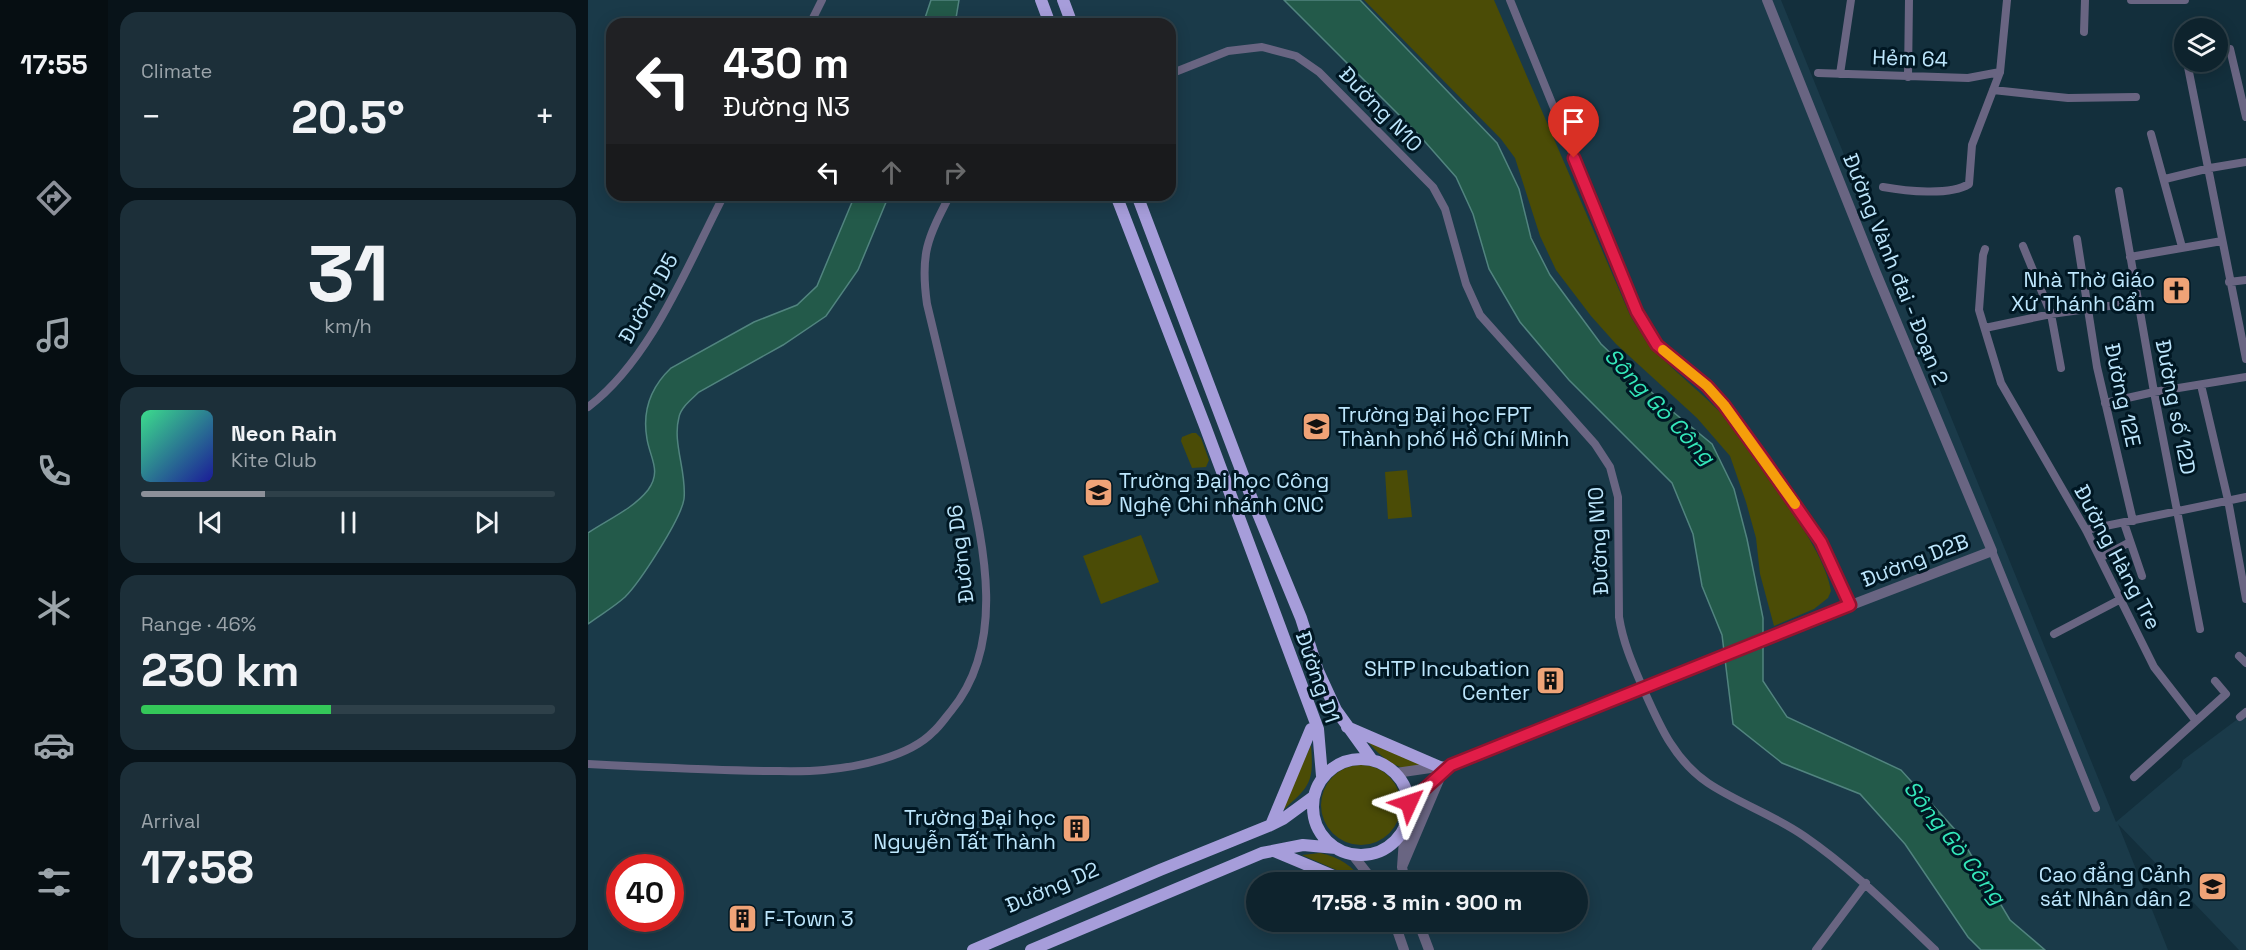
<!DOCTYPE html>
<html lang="en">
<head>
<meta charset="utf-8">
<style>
	:root { --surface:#0e232d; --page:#1c2f39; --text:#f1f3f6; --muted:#9ba4aa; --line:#2e4049; --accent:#8c9099 }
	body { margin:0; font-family:"Space Grotesk",sans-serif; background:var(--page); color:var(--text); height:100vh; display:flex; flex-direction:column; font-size:22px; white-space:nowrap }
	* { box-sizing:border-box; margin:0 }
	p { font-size:20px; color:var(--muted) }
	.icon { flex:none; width:33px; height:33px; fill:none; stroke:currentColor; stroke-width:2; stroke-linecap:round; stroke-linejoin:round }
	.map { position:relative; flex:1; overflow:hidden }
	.details { display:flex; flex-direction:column; gap:12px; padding:12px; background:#081319; width:480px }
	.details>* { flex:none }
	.guide { position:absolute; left:18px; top:18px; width:570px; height:183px; border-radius:18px; box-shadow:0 3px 15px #0003,0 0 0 2px var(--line); background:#202124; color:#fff; overflow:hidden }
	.fabs { position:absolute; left:1586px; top:18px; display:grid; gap:12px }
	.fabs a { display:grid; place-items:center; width:54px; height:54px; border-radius:50%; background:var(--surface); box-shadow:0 3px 15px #0003,0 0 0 2px var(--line); font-size:30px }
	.speed { position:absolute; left:18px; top:854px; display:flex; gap:12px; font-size:30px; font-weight:700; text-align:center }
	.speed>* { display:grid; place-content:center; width:78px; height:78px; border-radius:50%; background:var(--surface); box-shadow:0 3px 15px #0003,0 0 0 2px var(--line); line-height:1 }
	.speed .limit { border:9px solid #d22; background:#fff; color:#111 }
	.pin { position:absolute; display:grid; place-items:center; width:51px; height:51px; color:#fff; margin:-62px -26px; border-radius:50% 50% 50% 0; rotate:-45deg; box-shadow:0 0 6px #0007 }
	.pin .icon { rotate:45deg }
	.me { position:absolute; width:66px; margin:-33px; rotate:48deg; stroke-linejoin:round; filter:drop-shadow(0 0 4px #0008) }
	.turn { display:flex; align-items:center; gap:21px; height:126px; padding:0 18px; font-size:27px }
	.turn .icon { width:78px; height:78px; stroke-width:2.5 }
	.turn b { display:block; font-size:42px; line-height:51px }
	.lanes { display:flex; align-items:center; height:57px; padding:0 18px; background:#0003; justify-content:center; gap:30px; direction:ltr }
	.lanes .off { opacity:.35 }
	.big { font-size:45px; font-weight:600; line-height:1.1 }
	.details .tile { flex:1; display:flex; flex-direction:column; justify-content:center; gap:9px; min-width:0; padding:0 21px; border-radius:18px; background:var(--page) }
	.details .dial { align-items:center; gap:0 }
	.dial b { font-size:78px; line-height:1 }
	.song { display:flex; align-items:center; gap:18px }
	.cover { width:72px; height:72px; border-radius:9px; background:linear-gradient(135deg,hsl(150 70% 55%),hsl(240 70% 35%)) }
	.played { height:6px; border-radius:3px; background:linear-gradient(90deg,var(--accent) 30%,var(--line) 30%) }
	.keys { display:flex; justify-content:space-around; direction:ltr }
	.heat { display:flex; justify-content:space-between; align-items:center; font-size:33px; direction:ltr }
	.charge { height:9px; border-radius:4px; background:linear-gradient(90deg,#34c759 46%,var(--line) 0) }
	.trip { position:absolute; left:658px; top:872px; width:342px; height:60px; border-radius:30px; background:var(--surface); box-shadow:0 3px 15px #0003,0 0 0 2px var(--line); font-weight:600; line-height:60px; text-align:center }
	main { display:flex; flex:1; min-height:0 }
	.tab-bar { display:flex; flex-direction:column; width:108px; justify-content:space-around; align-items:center; background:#060e12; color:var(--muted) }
	.tab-bar .icon { width:42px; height:42px }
	.tab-bar .current { color:var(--accent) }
	.tab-bar b { font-size:27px; color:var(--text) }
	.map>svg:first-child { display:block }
	.built { fill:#1a3a49; fill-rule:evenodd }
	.green { fill:#4b4c06 }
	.water { fill:#235a4a; stroke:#51847f; stroke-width:1.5 }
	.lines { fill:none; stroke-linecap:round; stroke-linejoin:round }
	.minor { stroke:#696582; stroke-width:8 }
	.tertiary { stroke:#696582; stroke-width:10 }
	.primary { stroke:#a69dda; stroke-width:12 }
	.route-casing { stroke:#92132f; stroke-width:15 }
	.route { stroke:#e11d48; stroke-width:10 }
	.slow { stroke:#f59e0b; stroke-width:10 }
	.labels { text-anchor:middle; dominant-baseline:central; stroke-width:6; stroke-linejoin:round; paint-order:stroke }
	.street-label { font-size:21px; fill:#bde6fc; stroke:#001723 }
	.poi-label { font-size:21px; fill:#bde6fc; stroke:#001723; text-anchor:end }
	.water-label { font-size:22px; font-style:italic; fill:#34e7ba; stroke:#001723 }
</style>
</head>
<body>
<main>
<nav class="tab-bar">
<b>17:55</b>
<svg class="icon current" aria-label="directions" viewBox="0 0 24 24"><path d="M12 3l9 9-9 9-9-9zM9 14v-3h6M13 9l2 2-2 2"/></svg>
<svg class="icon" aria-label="music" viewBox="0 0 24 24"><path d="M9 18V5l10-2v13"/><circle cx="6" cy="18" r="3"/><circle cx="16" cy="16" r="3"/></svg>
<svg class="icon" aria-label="phone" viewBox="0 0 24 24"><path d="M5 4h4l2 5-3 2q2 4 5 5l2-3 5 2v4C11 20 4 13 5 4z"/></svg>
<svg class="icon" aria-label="climate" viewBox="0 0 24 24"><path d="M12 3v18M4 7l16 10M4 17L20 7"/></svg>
<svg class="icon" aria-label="car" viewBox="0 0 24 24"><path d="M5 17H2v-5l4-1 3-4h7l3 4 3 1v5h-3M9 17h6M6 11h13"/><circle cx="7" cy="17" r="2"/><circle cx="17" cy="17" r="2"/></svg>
<svg class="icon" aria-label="filters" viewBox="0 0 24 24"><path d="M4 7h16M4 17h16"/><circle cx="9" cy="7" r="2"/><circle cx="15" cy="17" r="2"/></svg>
</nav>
<section class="details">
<div class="tile"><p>Climate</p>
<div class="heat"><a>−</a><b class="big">20.5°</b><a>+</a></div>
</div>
<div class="tile dial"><b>31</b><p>km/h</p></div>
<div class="tile">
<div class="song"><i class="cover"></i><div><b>Neon Rain</b><p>Kite Club</p></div></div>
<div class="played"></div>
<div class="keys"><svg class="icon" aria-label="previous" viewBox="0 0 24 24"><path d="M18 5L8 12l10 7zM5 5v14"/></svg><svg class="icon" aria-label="pause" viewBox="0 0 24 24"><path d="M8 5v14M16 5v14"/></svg><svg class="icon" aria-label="next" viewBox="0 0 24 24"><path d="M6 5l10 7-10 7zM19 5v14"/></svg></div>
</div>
<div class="tile"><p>Range · 46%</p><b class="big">230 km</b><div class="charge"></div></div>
<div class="tile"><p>Arrival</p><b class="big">17:58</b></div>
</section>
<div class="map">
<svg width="1658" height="950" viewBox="0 0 1658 950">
	<rect width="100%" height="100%" fill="#132f3c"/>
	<path class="built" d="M0,0h1193l335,822 65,-55 2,-7 60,-45 3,4v231h-7l-121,-126 50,126h-1580zM24,24h558v171h-558zM32,867h50v51h-50zM669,882h321v39h-321z"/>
	<path class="green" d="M776,0h130l136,315c24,43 54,61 87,94 11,10 19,25 28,37 25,34 80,104 86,145l-3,7 -14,11 -40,17 -14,-52 -4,-36 -10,-36 -16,-46 -33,-38 -81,-74 -25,-28 -35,-46 -16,-34 -25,-78 -14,-19z
		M604,433h4l5,5 8,22 -3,7 -14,1 -11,-27 1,-4z
		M819,470l5,47 -24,2 -3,-47z
		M553,535l18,47 -58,22 -18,-48z
		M777,738l64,28c-7,1 -17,3 -25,2 -15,-3 -30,-18 -39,-30z
		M723,745c3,38 -1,41 -29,66z
		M733 805a40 40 0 1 1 80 0a40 40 0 1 1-80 0Z
		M732,853c20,4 32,13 44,29l-62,-27z"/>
	<path class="water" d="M343,0h28l-4,24h-32z
		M696,0h76l137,143 22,46 12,49 19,37 51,69 66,63 45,37 22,45 13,50 16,79v63l24,36 114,53 57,63 52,87 35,30h-64l-13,-13 -63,-93 -45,-50 -78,-31 -49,-39 -11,-89 -20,-49 -9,-52 -21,-51 -103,-103 -49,-58 -31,-53 -16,-55 -17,-37 -37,-42z
		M267,195h34l-31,75 -32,46 -43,29 -84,47c-7,7 -18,15 -20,25 -7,26 8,55 5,82 -3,20 -44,83 -59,98 -11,10 -25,18 -37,27v-91c19,-13 45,-24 60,-43 14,-19 2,-32 -1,-51 -5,-28 4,-52 24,-71l83,-46 43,-17 20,-19z"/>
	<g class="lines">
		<path class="minor" d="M922,0l127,312 20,33 50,41 17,19 54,73 43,64 29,63
			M1543,0h54
			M222,24l12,-24
			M1496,32l1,-32
			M1642,49l16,68
			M1599,62l59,297
			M1230,73l150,5 32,-6
			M582,74l58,-23 34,-4 34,9 23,16 114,115 12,22 21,75 14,31 115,129 15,23 8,30 1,120c4,25 13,46 23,69 17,38 31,73 66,97 30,20 66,32 96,53 48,33 89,74 131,114
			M1252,74l11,-74
			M1320,77l1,-77
			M1405,90l75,8 68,-1
			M1563,134l31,113
			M1577,179l45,-11 36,-6
			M1295,187c22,4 67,9 86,-3l3,-39 28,-73 7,-72
			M1531,191l35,201 46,237
			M1489,239l20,128 36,154
			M1435,246l28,68 10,54
			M1397,249l-2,6 -4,55 22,73 85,147 68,137 42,54 -62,56
			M1542,257l92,-16
			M1641,282l17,-2
			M1397,328l66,-14 87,-12
			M1613,385l27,115 18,99
			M1517,403l49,-11 92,-15
			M0,407c63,-47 100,-143 136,-212
			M1536,523l18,53
			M1498,530l160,-33
			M1404,551l104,257
			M1512,558l30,-16
			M1466,634l67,-35
			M1651,656l7,7
			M1652,717l6,-5
			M1608,721l30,-27 -11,-13
			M0,764c59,3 118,6 177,7 19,0 39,1 59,-1 33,-3 85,-13 109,-38 7,-6 12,-14 18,-21 59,-71 30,-176 12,-257 -12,-50 -24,-100 -36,-150 -7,-50 0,-65 23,-109
			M1228,950l50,-67"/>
		<path class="tertiary" d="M808,773l55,-8 330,-133 211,-81 -116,-278 -109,-273
			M821,803l29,-26
			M764,854l22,28
			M814,867l39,-92
			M817,882l-3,-15 3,-42
			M806,921l10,29
			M830,921l11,29"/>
		<path class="primary" d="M453,0l9,24
			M475,0l9,24
			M528,195l89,231 113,303 4,47
			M549,195l115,304 49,119 17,53 18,39 36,50
			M759,727l95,41
			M725 807a48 48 0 1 1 96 0a48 48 0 1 1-96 0Z
			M683,825l40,-96
			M686,851l74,31
			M385,950l187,-80 111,-45 12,-6 30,-22
			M443,950l231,-97 41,-8 33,3"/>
	</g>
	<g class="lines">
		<defs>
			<path id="route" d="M821,803l42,-38 399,-160 -29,-63 -57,-82 -40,-55 -17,-19 -50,-41 -20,-33 -63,-154"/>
		</defs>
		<use href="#route" class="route-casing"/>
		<use href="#route" class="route"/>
		<path class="slow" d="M1075,350l44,36 17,19 71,99"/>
	</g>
	<defs>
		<symbol id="church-square" viewBox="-11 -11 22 22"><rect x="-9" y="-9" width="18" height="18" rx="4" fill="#efa377" stroke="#001723"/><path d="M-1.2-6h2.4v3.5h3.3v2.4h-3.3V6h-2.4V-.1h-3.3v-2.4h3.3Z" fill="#111"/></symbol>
		<symbol id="university-square" viewBox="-11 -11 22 22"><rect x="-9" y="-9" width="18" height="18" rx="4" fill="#efa377" stroke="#001723"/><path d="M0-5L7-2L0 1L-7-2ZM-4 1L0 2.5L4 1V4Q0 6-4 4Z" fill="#111"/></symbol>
		<symbol id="building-square" viewBox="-11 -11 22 22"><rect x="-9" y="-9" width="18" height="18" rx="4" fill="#efa377" stroke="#001723"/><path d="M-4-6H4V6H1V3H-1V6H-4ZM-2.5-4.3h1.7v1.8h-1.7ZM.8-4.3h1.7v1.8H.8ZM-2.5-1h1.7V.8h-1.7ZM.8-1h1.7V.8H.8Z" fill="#111"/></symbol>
	</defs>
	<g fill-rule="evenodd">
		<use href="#church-square" x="1572" y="274" width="33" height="33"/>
		<use href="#university-square" x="712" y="410" width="33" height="33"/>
		<use href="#university-square" x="494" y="476" width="33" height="33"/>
		<use href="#building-square" x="946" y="664" width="33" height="33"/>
		<use href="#building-square" x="472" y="812" width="33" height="33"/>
		<use href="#university-square" x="1608" y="870" width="33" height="33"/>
		<use href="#building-square" x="138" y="902" width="33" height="33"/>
	</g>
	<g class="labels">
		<g class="street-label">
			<text transform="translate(1322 58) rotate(2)">Hẻm 64</text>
			<text transform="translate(793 109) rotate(46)">Đường N10</text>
			<text transform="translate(1308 269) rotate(68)">Đường Vành đai - Đoạn 2</text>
			<text transform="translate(60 298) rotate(-61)">Đường D5</text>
			<text transform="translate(1535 395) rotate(78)">Đường 12E</text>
			<text transform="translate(1588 407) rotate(79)">Đường số 12D</text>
			<text transform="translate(1010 541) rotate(-93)">Đường N10</text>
			<text transform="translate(372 554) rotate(-97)">Đường D6</text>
			<text transform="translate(1530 557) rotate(62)">Đường Hàng Tre</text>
			<text transform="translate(1327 560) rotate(-21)">Đường D2B</text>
			<text transform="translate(730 677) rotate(71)">Đường D1</text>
			<text transform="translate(464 887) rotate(-23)">Đường D2</text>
		</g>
		<g class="poi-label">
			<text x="1567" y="279">Nhà Thờ Giáo<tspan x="1567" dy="24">Xứ Thánh Cẩm</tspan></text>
			<text x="750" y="414" text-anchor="start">Trường Đại học FPT<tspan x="750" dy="24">Thành phố Hồ Chí Minh</tspan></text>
			<text x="531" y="480" text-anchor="start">Trường Đại học Công<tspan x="531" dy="24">Nghệ Chi nhánh CNC</tspan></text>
			<text x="942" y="668">SHTP Incubation<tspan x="942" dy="24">Center</tspan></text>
			<text x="468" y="817">Trường Đại học<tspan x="468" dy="24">Nguyễn Tất Thành</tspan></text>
			<text x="1603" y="874">Cao đẳng Cảnh<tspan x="1603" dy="24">sát Nhân dân 2</tspan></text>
			<text x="176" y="918" text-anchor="start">F-Town 3</text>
		</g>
		<g class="water-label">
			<text transform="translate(1072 406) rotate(47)">Sông Gò Công</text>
			<text transform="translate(1367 842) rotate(52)">Sông Gò Công</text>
		</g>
	</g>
</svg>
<div class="fabs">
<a><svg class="icon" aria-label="layers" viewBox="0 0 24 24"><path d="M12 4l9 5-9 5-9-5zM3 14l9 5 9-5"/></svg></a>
</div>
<div class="speed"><div class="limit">40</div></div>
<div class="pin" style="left:986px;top:158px;background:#d93025"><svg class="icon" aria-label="arrive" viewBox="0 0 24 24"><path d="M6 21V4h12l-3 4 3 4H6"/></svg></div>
<svg class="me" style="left:821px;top:803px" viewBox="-20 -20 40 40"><path d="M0-17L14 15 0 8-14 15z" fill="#e11d48" stroke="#fff" stroke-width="4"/></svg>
<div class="trip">17:58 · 3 min · 900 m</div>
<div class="guide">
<div class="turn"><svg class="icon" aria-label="left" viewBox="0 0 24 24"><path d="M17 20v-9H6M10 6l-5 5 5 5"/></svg><div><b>430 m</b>Đường N3</div></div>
<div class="lanes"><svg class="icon" aria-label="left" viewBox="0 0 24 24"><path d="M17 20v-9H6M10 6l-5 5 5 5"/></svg><svg class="icon off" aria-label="ahead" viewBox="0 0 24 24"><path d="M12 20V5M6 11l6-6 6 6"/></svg><svg class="icon off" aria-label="right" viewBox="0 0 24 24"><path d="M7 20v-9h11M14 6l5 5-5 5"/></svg></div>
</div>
</div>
</main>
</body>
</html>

---

[Exercise brief] Your response should be made up of the lines in the data that contain the word "fabs".

[Result of the task]
	.fabs { position:absolute; left:1586px; top:18px; display:grid; gap:12px }
	.fabs a { display:grid; place-items:center; width:54px; height:54px; border-radius:50%; background:var(--surface); box-shadow:0 3px 15px #0003,0 0 0 2px var(--line); font-size:30px }
<div class="fabs">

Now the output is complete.